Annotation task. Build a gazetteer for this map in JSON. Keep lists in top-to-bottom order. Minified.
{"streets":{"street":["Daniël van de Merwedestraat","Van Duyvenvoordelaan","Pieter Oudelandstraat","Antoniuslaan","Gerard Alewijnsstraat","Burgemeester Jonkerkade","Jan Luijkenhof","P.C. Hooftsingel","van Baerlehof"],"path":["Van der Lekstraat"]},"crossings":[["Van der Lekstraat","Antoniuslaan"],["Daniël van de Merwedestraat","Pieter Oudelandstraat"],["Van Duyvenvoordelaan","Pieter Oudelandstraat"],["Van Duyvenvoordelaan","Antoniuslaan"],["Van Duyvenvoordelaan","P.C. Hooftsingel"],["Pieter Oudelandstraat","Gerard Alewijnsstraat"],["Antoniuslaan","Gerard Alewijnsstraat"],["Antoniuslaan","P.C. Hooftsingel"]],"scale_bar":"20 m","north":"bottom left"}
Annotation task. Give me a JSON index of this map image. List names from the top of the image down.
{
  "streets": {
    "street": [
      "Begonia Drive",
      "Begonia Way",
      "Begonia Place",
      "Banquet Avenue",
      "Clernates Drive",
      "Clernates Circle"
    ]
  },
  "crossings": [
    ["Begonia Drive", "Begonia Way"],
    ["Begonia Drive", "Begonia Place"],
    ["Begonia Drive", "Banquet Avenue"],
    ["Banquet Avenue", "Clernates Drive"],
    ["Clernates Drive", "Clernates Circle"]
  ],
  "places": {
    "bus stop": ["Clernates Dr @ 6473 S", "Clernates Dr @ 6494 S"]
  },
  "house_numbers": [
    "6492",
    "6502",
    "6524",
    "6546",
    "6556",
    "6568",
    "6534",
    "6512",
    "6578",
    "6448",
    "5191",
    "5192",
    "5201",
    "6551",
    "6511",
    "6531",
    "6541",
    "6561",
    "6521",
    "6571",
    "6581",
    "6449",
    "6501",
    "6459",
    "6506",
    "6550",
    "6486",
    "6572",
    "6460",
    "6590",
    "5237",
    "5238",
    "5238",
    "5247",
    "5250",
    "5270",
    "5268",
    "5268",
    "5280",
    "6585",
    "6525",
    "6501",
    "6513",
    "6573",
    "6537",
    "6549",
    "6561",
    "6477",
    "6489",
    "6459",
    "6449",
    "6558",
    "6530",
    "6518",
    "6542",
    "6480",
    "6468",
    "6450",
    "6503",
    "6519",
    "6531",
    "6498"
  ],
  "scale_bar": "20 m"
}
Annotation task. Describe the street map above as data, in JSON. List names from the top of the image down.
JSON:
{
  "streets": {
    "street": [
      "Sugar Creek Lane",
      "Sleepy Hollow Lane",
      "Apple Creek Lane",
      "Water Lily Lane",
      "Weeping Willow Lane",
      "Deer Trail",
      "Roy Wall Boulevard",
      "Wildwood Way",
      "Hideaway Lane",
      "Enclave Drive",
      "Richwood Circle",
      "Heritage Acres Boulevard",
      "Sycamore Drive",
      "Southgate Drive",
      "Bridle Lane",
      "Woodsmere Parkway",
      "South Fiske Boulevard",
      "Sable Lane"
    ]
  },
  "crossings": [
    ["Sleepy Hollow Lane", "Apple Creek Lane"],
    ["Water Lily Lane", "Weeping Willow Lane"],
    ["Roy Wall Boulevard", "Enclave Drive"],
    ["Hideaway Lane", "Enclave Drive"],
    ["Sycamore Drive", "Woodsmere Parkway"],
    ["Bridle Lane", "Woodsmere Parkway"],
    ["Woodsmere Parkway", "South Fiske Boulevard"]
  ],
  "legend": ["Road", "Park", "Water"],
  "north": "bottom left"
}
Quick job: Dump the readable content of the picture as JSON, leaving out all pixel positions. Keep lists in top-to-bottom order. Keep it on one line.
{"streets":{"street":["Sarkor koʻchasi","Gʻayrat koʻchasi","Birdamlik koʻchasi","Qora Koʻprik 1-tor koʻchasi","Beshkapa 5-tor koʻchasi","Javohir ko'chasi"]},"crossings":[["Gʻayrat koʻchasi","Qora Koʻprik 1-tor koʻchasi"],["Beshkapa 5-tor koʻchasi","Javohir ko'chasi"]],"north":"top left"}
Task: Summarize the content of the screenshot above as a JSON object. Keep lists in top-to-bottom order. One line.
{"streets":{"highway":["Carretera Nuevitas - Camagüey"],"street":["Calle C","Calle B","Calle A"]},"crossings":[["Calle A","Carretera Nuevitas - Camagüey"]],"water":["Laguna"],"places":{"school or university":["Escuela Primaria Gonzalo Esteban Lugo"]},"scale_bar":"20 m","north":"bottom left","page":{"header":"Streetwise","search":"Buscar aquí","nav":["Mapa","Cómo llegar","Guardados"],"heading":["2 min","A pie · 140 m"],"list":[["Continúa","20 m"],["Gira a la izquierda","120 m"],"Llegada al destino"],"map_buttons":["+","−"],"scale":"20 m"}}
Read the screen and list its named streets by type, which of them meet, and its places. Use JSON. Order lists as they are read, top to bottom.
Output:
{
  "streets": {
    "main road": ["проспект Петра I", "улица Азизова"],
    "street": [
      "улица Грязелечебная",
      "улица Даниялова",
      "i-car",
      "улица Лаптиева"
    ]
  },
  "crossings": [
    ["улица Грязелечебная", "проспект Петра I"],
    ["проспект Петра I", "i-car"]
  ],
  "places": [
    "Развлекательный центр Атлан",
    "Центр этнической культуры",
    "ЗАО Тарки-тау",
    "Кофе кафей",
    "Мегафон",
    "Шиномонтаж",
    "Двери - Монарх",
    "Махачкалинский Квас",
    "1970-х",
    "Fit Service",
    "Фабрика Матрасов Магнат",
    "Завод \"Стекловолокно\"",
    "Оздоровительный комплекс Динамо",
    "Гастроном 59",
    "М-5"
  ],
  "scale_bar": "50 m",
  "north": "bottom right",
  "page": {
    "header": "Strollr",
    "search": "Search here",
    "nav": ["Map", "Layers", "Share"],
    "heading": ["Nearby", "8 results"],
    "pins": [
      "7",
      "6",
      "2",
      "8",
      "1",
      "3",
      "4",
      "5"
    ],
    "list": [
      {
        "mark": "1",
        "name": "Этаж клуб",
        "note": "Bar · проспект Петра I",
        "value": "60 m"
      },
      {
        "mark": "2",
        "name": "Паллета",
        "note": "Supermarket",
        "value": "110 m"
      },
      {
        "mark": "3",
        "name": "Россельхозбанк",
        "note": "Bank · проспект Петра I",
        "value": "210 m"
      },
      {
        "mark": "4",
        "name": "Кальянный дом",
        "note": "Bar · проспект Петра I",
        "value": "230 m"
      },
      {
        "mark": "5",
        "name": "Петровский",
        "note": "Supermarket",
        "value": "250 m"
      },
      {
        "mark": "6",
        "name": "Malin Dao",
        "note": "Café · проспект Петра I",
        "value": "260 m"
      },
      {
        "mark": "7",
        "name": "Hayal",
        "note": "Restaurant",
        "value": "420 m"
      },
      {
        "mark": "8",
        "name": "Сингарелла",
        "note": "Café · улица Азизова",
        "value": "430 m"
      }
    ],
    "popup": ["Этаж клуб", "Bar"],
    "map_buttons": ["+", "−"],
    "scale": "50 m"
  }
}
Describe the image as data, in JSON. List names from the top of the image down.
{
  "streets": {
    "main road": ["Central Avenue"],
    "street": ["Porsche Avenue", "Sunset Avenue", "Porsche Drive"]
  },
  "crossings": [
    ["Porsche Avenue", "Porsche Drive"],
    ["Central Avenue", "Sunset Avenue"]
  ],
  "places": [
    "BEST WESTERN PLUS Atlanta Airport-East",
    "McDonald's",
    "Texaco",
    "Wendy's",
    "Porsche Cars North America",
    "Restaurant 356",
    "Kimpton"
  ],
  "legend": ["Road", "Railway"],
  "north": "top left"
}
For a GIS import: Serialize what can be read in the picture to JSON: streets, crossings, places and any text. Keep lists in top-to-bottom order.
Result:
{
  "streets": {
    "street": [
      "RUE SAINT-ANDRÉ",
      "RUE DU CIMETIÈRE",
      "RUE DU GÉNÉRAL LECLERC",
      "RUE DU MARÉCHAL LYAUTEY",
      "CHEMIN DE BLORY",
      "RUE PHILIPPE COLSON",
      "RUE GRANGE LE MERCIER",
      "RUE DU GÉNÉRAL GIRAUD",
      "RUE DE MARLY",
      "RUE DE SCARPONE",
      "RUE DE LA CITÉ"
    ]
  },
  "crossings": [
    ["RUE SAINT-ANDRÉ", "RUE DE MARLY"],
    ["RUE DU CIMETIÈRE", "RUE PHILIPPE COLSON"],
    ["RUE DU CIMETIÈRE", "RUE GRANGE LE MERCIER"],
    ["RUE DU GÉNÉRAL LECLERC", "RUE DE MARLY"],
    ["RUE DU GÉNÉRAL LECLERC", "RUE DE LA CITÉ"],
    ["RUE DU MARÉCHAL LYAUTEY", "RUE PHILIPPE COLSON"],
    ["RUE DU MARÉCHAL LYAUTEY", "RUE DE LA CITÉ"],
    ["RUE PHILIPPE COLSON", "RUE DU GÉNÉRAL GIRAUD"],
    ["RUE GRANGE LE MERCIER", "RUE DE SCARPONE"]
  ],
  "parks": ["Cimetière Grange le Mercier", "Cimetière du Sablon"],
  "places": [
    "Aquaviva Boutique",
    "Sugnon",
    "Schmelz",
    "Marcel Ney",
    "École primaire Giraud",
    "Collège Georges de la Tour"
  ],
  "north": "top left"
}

Work request =>
Begin at the line that has "Describe the image" in the entries above; stop after the line that has "For a GIS import: Serialize". Transcribe exactly those lines and no others.

Solved problem =>
Describe the image as data, in JSON. List names from the top of the image down.
{
  "streets": {
    "main road": ["Central Avenue"],
    "street": ["Porsche Avenue", "Sunset Avenue", "Porsche Drive"]
  },
  "crossings": [
    ["Porsche Avenue", "Porsche Drive"],
    ["Central Avenue", "Sunset Avenue"]
  ],
  "places": [
    "BEST WESTERN PLUS Atlanta Airport-East",
    "McDonald's",
    "Texaco",
    "Wendy's",
    "Porsche Cars North America",
    "Restaurant 356",
    "Kimpton"
  ],
  "legend": ["Road", "Railway"],
  "north": "top left"
}
For a GIS import: Serialize what can be read in the picture to JSON: streets, crossings, places and any text. Keep lists in top-to-bottom order.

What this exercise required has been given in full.